How do you solve this by factoring?
4p^2 + 121 = 44p
I seriously don't understand and it's frustrating for me. Please help. (:
first you subtract the 44p from both sides to get 4p^2 + 121 - 44p = 0. Then you find two factors of 4p^2. They are 2p and 2p(2p x 2p = 4p^2). Then find two factors of 121 that, when multiplied with the 2p, equals 44p. they are 11 and 11(11 x 11 = 121)
Set the quadratic up like this: (2p - 11)(2p - 11). If you multiply this out, it will equal what you started with!
So this doesn't involve finding pi and sigma then?
x^2-8=7x
To solve the given equation 4p^2 + 121 = 44p by factoring, we need to follow these steps:
Step 1: Move all terms to one side of the equation to make it equal to zero:
4p^2 + 121 - 44p = 0
Step 2: Rearrange the equation in descending order of powers:
4p^2 - 44p + 121 = 0
Step 3: Consider the terms of the quadratic equation in the form of ax^2 + bx + c = 0, where a = 4, b = -44, and c = 121.

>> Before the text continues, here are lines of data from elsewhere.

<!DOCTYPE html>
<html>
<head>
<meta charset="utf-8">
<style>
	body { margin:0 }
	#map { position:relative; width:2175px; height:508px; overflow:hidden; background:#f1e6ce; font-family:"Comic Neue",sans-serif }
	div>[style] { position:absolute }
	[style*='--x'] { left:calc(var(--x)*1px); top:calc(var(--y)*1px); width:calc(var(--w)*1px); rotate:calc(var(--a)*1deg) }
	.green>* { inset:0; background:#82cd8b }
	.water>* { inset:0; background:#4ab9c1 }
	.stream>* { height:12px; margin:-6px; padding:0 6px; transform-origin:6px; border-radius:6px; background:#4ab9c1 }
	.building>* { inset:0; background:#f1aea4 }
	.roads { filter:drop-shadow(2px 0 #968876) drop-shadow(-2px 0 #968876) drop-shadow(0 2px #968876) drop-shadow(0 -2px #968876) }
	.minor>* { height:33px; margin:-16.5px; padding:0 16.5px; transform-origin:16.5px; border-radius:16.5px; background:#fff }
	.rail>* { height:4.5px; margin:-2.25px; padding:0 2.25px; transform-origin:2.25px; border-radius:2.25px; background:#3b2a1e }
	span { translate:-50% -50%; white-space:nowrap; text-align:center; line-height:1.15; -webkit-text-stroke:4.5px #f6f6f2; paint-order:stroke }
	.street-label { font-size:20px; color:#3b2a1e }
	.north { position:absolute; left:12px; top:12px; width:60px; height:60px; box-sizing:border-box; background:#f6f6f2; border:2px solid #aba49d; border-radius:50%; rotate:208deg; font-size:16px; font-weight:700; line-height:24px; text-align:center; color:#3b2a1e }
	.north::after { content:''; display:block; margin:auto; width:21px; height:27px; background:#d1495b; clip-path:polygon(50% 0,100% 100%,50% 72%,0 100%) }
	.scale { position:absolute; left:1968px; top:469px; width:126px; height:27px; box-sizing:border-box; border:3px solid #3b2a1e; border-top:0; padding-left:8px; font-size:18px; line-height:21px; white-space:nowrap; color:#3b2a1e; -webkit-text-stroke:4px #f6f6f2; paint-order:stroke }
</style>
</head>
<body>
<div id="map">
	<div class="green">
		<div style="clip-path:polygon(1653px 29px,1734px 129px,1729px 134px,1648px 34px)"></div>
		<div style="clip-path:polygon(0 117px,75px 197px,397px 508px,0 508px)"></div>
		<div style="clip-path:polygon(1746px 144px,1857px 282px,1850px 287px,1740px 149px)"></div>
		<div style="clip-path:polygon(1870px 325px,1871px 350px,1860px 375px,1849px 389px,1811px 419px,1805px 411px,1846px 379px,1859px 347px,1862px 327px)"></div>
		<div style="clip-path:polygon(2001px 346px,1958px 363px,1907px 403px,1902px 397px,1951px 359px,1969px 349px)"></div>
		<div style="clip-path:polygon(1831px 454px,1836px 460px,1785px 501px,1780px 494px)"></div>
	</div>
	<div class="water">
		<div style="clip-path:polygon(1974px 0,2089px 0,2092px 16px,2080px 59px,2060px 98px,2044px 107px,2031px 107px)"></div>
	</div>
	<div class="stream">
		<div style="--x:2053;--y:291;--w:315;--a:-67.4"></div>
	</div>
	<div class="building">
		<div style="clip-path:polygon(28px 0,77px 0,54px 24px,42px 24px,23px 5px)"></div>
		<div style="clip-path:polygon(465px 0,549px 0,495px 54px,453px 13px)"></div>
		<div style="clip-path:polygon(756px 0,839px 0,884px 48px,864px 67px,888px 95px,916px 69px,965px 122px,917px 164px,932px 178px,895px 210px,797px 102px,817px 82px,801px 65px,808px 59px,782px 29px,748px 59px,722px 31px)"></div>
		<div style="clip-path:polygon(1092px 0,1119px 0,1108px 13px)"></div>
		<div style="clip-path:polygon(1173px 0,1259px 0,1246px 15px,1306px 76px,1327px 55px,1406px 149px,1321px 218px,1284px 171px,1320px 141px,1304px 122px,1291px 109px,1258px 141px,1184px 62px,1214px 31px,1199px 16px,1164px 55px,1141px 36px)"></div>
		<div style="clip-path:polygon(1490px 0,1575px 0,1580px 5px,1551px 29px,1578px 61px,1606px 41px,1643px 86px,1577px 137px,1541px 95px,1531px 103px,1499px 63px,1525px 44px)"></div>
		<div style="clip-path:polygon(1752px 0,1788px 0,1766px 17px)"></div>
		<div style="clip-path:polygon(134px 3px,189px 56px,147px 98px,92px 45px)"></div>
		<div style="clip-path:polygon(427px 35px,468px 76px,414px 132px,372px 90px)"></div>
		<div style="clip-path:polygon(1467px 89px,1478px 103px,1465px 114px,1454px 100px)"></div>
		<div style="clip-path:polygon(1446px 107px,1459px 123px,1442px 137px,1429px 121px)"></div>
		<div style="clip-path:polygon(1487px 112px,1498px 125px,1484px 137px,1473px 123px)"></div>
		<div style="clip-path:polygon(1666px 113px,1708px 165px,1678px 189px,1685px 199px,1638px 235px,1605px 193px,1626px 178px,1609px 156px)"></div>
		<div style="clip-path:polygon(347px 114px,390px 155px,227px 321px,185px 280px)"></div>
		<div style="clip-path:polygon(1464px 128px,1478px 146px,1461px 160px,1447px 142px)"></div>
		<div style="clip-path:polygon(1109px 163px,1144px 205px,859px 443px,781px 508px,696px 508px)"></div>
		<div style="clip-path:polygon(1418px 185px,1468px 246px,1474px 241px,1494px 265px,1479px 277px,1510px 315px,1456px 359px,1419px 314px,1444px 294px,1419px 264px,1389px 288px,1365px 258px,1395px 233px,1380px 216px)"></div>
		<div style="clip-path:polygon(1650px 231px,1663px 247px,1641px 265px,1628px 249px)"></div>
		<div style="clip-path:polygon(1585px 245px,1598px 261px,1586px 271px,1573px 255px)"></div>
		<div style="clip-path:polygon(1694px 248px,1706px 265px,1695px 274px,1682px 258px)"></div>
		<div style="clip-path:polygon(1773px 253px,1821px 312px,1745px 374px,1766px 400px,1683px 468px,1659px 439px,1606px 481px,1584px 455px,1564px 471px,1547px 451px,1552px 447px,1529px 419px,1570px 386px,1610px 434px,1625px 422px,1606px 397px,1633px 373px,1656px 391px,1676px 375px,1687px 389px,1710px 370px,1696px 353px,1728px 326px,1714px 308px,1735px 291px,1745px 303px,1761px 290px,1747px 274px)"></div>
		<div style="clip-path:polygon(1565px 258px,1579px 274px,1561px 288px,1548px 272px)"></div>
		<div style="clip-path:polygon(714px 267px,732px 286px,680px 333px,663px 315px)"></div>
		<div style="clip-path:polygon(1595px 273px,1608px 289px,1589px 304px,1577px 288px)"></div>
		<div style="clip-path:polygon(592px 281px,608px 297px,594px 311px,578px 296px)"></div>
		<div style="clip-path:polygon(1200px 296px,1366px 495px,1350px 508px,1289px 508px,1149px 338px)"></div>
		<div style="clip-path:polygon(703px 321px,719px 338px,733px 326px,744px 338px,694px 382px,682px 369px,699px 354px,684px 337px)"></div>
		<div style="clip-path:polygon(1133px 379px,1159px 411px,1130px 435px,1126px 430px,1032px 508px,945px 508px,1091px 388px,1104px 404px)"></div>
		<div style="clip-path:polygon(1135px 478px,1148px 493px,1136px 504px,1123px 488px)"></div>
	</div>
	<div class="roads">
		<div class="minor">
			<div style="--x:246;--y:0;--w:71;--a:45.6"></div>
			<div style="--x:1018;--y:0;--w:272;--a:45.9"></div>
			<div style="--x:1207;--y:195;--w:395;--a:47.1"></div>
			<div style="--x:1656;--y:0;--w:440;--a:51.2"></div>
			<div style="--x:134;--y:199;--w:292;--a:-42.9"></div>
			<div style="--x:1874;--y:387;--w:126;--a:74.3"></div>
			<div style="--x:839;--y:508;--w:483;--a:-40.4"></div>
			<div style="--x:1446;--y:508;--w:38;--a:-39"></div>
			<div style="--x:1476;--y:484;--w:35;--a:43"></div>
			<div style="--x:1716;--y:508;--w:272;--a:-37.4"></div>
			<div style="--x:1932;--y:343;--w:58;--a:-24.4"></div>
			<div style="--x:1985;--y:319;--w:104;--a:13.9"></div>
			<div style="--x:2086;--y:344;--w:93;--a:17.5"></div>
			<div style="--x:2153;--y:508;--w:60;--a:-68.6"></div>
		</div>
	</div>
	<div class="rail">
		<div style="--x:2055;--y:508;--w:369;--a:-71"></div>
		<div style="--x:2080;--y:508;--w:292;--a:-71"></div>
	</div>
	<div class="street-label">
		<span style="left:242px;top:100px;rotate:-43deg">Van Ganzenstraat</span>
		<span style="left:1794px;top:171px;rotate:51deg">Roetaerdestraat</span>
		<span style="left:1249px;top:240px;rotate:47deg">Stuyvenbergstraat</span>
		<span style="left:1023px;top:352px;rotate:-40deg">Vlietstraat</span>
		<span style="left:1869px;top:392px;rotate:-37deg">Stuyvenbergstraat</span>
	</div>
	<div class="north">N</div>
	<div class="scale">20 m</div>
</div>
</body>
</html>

Step 4: To factor the equation, we need to find two numbers, let's call them m and n, such that their product (mn) is equal to ac (product of a and c) and their sum (m + n) is equal to b.
In this case:
ac = 4 * 121 = 484
b = -44
We need to find two numbers whose product is 484 and sum is -44.
Step 5: These two numbers are -22 and -22, as (-22) * (-22) = 484 and (-22) + (-22) = -44.
Step 6: Now, rewrite the middle term (-44p) using the two numbers we found in step 5:
4p^2 - 22p - 22p + 121 = 0
Step 7: Group the terms together, factor by grouping, and factor out the common factors from each group:
(4p^2 - 22p) - (22p - 121) = 0
2p(2p - 11) - 1(22p - 121) = 0
Step 8: Factor out the common factors from each group:
2p(2p - 11) - 1(11(2p - 11)) = 0
(2p - 11)(2p - 11) = 0
Step 9: Simplify the equation:
(2p - 11)^2 = 0
Step 10: Now, we have a perfect square equation and we can solve for p:
2p - 11 = 0
Step 11: Solve for p:
2p = 11
p = 11/2
p = 5.5
Therefore, the solution to the equation 4p^2 + 121 = 44p by factoring is p = 5.5.